● Stored items
——————————
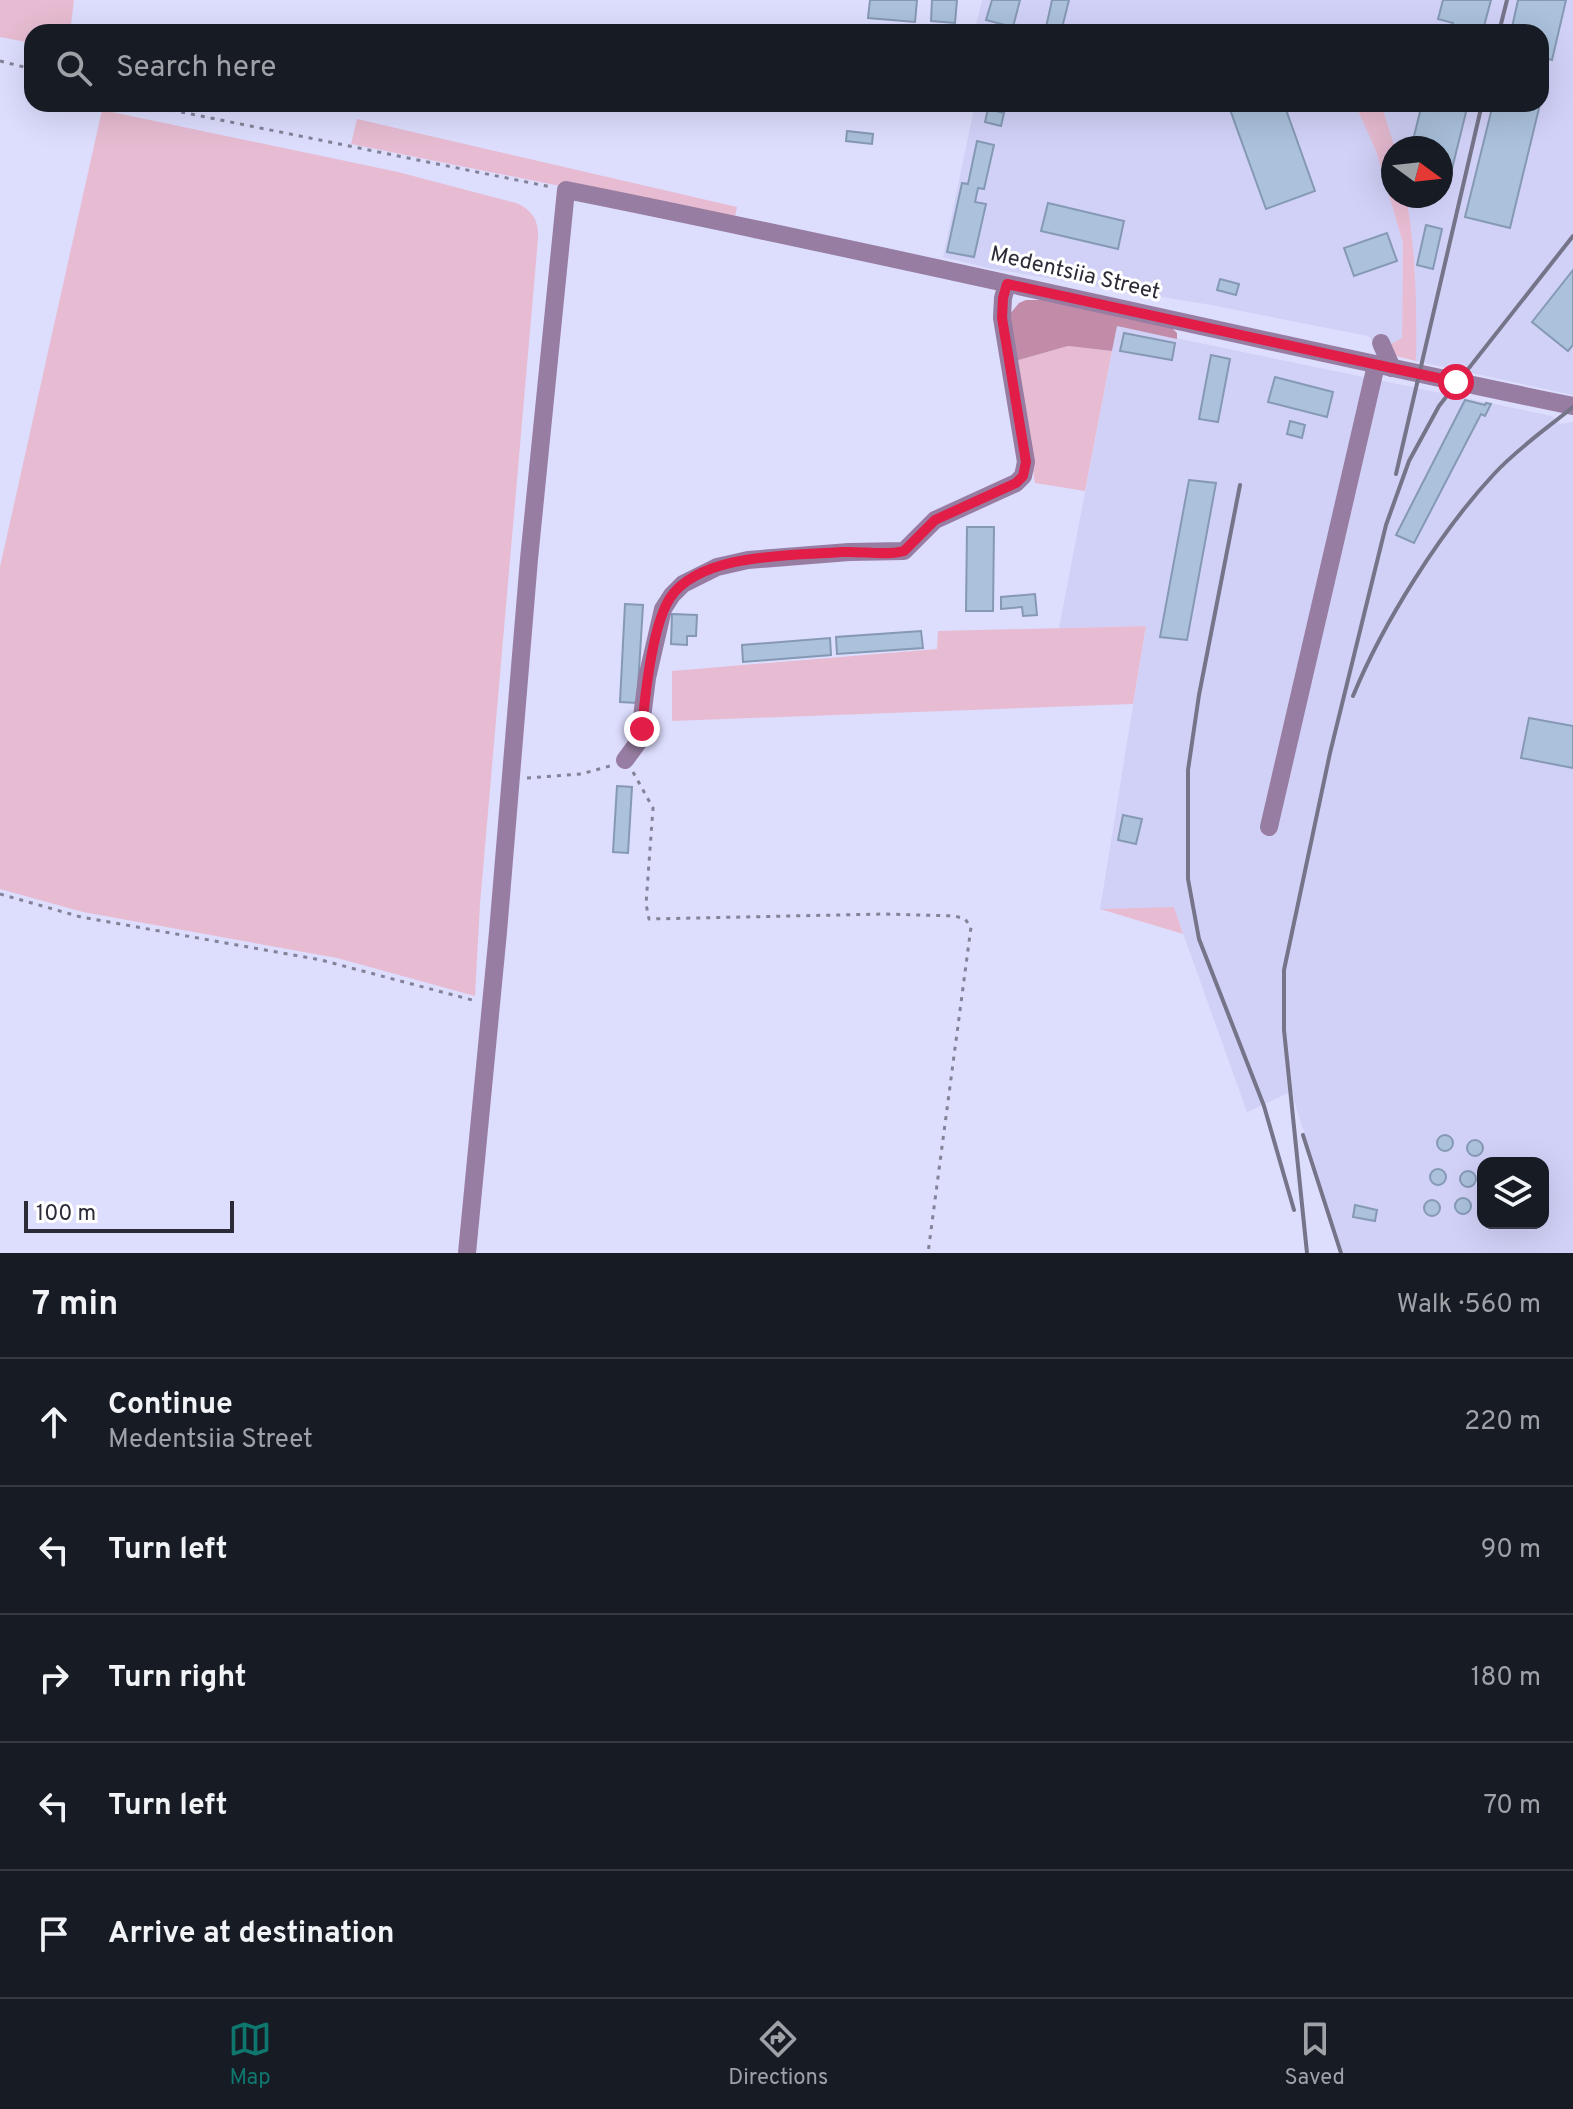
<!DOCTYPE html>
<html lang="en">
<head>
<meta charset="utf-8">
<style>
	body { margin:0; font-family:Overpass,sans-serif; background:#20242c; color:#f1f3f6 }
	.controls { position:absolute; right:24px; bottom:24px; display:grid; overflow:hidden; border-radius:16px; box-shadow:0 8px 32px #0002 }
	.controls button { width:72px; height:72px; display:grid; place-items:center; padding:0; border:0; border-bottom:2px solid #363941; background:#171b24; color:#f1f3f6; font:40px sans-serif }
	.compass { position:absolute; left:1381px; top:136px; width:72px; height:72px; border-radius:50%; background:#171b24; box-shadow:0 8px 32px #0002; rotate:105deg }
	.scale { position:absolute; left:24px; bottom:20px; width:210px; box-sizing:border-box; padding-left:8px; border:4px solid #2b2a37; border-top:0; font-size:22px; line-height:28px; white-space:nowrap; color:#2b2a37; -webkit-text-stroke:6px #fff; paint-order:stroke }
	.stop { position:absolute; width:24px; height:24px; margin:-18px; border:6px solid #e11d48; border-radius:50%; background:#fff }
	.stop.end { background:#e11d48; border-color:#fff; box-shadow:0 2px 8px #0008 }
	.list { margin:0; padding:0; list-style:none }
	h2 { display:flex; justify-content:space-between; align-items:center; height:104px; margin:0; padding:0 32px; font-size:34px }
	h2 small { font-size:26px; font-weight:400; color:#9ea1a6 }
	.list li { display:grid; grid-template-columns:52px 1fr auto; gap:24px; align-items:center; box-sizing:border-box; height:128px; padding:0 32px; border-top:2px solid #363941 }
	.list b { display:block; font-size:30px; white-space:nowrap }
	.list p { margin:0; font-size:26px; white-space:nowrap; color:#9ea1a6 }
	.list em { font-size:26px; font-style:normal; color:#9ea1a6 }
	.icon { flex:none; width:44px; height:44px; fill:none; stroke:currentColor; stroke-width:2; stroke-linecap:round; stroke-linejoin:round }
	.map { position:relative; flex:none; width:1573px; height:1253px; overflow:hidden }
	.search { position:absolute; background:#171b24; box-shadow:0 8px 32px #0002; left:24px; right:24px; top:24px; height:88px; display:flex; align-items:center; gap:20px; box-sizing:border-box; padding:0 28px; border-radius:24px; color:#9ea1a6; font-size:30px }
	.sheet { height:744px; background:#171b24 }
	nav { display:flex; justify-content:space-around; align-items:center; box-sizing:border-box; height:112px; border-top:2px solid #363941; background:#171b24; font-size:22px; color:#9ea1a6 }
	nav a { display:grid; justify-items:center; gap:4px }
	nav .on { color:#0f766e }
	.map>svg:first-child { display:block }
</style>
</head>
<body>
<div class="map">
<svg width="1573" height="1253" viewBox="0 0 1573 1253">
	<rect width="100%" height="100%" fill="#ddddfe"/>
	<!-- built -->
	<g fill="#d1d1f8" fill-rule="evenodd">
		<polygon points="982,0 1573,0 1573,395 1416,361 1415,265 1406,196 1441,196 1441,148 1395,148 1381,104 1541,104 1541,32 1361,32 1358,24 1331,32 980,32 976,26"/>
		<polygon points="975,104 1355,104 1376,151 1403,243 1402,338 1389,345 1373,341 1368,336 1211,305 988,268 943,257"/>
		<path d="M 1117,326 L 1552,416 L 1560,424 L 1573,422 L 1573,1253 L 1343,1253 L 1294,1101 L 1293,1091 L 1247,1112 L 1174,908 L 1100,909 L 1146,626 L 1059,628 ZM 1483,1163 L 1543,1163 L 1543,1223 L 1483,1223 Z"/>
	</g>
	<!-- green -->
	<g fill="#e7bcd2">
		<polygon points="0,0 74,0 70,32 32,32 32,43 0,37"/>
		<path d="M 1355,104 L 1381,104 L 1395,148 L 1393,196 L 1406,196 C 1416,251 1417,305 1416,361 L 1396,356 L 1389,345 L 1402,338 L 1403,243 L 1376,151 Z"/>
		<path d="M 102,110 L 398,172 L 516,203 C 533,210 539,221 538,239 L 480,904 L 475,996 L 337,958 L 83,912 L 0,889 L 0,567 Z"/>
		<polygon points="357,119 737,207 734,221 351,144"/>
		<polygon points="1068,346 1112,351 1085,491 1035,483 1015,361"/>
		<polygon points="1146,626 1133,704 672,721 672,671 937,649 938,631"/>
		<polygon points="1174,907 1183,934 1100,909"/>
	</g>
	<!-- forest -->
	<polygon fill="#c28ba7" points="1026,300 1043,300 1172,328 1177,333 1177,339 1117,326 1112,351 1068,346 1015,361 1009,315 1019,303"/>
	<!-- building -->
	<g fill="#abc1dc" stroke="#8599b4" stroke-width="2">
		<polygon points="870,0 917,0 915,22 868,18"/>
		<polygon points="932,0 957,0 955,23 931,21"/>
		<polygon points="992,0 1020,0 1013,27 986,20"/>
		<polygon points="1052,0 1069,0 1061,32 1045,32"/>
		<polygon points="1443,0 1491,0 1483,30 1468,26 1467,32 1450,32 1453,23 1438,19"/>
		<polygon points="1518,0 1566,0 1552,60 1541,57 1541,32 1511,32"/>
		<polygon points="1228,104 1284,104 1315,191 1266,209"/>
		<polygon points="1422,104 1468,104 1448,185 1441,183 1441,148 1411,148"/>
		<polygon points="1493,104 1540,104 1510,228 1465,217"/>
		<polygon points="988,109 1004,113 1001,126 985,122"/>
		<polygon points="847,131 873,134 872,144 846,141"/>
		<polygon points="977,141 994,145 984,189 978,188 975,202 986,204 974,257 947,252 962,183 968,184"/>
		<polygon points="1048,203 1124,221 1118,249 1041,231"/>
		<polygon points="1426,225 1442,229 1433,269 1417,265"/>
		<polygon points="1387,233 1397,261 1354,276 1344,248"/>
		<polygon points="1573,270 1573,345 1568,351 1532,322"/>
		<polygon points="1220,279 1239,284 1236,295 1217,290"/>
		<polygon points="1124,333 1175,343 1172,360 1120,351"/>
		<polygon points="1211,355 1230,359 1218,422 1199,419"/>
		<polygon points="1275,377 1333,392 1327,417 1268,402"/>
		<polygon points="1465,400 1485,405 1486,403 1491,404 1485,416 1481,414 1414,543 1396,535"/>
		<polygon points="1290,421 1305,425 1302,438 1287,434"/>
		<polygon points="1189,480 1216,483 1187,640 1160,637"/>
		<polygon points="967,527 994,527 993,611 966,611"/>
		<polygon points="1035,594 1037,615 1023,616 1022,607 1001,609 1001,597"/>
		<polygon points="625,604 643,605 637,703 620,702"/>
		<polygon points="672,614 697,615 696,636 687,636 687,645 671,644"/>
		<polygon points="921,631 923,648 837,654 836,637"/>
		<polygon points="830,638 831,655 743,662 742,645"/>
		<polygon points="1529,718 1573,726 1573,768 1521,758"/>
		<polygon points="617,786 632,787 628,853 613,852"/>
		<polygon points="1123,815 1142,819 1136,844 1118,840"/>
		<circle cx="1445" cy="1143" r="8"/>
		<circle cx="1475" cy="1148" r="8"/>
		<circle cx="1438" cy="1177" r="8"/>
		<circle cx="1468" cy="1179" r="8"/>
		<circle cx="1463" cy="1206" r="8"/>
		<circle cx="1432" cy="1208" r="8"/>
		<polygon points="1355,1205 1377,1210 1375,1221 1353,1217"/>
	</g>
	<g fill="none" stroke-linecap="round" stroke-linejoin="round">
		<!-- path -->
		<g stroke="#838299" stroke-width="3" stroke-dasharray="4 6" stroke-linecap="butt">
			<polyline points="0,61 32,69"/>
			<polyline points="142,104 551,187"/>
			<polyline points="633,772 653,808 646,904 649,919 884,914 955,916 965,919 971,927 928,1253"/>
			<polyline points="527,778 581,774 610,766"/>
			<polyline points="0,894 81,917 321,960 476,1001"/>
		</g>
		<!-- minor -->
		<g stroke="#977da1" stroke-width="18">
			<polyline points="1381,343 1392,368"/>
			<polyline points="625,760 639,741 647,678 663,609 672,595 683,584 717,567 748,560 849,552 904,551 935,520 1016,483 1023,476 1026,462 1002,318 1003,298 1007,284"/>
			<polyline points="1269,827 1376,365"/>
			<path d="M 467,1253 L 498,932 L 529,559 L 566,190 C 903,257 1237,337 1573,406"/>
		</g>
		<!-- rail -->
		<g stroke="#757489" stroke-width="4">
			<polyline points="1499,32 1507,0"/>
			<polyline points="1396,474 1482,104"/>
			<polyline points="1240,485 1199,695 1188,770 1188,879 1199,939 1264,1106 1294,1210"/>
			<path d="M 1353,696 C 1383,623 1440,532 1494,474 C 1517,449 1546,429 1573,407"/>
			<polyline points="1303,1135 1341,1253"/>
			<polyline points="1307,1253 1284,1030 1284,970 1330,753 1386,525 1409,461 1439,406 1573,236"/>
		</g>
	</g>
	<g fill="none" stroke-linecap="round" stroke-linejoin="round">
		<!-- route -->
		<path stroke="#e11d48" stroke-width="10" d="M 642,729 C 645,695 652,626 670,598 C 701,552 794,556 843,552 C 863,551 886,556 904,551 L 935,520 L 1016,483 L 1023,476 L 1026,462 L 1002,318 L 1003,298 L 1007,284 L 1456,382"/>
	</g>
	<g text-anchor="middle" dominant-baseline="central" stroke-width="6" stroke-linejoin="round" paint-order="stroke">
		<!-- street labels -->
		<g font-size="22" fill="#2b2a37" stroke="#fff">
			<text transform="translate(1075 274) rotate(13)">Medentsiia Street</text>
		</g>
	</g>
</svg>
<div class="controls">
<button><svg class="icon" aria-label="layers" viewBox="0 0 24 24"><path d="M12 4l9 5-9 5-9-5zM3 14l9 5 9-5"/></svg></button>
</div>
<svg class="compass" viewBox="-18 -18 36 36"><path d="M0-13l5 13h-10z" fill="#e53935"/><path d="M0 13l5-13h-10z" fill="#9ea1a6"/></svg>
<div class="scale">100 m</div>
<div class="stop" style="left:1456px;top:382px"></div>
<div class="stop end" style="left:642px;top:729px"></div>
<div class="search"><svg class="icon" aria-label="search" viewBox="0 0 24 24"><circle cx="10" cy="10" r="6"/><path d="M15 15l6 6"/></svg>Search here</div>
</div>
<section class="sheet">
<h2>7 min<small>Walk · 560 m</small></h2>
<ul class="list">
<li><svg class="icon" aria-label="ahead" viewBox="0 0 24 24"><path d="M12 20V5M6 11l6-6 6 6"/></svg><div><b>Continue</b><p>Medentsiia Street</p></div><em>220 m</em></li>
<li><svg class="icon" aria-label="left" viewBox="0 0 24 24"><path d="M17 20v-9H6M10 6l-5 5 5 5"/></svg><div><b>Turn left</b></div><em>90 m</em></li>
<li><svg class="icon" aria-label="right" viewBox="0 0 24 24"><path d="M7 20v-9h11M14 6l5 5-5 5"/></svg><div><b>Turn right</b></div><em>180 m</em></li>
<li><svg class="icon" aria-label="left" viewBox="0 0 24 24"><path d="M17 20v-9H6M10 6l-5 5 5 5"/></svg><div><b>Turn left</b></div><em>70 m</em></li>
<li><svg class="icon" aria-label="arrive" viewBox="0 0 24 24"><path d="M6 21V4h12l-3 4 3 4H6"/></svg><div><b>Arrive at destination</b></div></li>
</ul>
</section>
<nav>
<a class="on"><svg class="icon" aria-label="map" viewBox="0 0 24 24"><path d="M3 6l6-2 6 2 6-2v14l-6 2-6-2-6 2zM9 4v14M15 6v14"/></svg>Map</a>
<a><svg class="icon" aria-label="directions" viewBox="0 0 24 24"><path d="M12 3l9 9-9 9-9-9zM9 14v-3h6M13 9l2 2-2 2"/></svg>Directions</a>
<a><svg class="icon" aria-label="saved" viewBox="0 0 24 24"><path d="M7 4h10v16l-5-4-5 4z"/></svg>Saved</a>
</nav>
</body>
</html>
——————————
● EXERCISE REQUIREMENTS
All lines that contain the word "controls" must be copied from the records above.

● EXERCISE OUTPUT
	.controls { position:absolute; right:24px; bottom:24px; display:grid; overflow:hidden; border-radius:16px; box-shadow:0 8px 32px #0002 }
	.controls button { width:72px; height:72px; display:grid; place-items:center; padding:0; border:0; border-bottom:2px solid #363941; background:#171b24; color:#f1f3f6; font:40px sans-serif }
<div class="controls">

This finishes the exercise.